Can anybody summarize the stepwise procedure of reconstructing a species tree involving protein sequences from 6 species? Although I found this Post useful in this regard, I'm still not able to understand how to arrange the protein sequences from each specie for the initial Multiple sequence alignment. It would be really helpful if I get a step wise procedure for species tree reconstruction. Thanks.
There is a nice list of tutorials on the BEAST webpage with step-by-step instructions. In particular, you may want to check out the *BEAST tutorial at the bottom of the page for species tree reconstruction (here is another *BEAST tutorial).
Another resource is the STRAW web server, which uses the STAR method. There is a nice description of the methods, and a walk through of the procedures on the help page of that site. I'm also aware of similar methods in HyPhy, which is available as an R package now.
These resources will help if know what you need to do but just need a short guide on some approaches. If you are unclear about the methods, I recommend reading Inferring Phylogenies by Joe Felsenstein, or The Phylogenetic Handbook by Lemey et al. for a much deeper description. In particular, those books cover the background on multiple alignments and the theory on tree construction.

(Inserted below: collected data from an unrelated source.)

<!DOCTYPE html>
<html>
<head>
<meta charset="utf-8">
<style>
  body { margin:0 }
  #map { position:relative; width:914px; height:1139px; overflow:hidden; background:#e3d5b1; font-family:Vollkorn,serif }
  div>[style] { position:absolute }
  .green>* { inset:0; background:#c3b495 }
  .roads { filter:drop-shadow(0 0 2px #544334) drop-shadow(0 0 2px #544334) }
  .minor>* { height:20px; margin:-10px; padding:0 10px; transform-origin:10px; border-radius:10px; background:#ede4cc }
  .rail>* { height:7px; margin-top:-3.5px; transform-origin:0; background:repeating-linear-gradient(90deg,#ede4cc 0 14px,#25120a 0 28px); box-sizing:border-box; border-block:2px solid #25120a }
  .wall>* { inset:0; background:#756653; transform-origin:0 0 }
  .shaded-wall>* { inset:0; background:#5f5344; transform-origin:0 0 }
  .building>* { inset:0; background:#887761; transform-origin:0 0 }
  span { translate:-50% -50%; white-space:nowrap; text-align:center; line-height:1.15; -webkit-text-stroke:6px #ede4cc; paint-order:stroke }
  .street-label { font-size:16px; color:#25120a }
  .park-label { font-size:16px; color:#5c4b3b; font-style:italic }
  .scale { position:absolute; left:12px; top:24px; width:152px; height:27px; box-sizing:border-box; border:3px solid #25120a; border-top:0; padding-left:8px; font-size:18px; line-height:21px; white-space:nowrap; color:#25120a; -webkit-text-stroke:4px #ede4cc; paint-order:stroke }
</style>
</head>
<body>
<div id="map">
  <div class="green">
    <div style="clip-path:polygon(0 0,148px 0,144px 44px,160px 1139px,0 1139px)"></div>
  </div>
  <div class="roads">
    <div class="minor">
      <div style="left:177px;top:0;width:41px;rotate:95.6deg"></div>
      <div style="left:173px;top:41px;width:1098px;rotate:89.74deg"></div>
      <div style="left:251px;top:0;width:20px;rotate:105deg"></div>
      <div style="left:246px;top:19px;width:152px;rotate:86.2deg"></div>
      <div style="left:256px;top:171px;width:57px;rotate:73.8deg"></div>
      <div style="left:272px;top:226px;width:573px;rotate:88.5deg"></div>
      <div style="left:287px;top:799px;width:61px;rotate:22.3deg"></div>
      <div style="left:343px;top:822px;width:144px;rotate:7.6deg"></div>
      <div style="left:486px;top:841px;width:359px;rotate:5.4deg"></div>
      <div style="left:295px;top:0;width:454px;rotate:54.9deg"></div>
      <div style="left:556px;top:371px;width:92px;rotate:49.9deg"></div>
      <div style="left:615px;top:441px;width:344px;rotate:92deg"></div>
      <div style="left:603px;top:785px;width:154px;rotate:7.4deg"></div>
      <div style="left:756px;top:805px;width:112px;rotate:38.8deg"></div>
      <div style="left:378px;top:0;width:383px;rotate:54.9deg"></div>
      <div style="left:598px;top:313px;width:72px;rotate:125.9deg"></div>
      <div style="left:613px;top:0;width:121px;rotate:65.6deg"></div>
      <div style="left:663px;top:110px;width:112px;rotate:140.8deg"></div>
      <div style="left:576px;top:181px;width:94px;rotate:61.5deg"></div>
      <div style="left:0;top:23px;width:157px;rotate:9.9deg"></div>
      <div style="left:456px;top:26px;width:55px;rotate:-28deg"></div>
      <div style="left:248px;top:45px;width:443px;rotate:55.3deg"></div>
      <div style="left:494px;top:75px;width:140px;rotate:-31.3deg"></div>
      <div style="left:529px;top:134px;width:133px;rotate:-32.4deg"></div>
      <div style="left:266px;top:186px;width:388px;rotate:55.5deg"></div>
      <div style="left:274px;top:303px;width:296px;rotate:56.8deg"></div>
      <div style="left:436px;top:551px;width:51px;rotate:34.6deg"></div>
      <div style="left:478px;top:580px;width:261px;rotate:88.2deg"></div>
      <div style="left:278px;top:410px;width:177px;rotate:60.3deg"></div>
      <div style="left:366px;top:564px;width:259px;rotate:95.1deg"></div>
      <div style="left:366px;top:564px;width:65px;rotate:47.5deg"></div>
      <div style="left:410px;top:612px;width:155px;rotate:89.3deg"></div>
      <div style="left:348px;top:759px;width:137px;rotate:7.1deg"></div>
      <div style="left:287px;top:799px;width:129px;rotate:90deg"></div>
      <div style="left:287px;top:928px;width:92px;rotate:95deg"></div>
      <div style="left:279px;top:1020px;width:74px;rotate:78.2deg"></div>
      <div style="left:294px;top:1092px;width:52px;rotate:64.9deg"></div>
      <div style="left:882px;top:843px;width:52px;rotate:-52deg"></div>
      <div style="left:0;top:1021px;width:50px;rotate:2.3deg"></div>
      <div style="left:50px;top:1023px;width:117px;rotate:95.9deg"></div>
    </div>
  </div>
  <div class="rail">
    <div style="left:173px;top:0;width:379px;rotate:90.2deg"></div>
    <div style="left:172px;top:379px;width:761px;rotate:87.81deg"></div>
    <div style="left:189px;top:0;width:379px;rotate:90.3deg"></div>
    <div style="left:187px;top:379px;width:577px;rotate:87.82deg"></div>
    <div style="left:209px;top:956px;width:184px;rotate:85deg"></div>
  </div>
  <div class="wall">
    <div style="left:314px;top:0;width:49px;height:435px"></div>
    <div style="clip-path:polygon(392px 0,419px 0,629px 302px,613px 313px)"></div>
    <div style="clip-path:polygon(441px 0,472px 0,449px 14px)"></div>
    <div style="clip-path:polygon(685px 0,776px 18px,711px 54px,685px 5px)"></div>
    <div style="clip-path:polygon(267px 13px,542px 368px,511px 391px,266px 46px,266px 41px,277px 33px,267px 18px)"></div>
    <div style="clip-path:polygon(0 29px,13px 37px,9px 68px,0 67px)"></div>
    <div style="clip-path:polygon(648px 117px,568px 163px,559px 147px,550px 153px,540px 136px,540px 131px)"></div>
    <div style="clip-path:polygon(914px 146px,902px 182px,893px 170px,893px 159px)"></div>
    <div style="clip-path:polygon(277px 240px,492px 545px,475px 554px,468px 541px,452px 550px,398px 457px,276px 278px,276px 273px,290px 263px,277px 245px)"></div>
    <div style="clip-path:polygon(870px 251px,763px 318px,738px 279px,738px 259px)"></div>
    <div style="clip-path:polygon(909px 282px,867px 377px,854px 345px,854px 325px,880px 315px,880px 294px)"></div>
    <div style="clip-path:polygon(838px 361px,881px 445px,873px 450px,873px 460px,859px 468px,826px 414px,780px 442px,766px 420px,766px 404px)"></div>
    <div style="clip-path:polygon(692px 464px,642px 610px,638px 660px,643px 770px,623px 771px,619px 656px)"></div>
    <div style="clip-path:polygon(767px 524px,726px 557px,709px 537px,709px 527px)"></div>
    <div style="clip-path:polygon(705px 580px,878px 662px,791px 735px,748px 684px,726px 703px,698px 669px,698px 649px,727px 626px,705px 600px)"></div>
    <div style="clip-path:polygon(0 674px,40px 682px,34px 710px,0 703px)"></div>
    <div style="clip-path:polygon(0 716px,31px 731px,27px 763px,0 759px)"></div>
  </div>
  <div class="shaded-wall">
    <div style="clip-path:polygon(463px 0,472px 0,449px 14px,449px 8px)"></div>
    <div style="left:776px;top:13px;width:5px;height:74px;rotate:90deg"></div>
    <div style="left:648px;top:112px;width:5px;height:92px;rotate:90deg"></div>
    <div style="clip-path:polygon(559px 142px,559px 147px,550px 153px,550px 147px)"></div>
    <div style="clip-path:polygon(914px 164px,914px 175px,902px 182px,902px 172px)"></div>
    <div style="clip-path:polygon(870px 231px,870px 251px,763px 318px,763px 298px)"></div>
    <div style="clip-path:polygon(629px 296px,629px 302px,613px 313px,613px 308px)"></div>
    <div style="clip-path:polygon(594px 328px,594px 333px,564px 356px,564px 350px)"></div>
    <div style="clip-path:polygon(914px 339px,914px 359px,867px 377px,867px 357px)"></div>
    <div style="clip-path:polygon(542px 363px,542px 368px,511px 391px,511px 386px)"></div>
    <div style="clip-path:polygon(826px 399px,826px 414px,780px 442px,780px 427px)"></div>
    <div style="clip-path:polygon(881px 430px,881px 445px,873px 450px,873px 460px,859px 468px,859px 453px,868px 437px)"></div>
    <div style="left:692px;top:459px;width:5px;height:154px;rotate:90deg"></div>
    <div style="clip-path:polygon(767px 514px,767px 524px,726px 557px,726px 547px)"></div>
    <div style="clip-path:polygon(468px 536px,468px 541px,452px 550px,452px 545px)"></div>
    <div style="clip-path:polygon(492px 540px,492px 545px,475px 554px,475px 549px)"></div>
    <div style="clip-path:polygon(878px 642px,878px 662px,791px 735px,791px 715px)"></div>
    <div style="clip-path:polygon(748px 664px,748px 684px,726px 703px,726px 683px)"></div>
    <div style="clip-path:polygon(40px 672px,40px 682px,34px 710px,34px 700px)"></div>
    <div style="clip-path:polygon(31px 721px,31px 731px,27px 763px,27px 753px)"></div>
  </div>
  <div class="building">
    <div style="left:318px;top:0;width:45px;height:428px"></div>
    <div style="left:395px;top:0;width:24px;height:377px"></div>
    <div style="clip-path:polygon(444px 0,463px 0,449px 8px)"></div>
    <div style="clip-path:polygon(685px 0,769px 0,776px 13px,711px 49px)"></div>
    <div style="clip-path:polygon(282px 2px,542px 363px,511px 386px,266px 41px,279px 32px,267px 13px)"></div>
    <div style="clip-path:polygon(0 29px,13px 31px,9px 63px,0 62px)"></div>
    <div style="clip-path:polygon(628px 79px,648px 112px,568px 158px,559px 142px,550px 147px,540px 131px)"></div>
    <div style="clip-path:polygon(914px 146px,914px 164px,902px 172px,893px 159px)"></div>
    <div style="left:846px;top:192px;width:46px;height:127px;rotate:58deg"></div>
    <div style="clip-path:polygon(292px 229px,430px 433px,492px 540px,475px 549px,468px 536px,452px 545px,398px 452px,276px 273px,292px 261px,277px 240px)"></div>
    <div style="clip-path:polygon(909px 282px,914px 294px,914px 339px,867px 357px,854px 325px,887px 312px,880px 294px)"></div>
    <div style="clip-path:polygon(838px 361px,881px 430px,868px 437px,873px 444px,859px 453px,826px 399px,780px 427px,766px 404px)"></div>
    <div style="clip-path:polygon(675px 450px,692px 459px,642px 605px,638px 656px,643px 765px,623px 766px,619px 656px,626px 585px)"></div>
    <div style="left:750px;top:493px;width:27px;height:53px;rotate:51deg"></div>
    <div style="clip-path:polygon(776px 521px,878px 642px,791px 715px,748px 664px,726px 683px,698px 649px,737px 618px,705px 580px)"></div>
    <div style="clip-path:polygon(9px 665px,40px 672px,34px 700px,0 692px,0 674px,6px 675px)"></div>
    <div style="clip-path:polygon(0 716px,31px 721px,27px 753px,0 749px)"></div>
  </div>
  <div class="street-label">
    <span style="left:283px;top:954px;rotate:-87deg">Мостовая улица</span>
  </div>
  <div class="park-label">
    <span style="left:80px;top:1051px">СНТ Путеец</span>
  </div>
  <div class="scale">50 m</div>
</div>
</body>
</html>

If you are still looking for the tutorials, here is workshop materials that we designed as a basic phylogenetic tree reconstruction from whole genomes. Especially if you have no background in evolutionary genomics, then this will guide you step by step. Hope this will help!
Would you please clarify what you mean by "arrange the protein sequences...in the alignment."
SES: By arranging the protein sequences I meant how to prepare the preliminary input file for MSA with protein sequences from 6 species.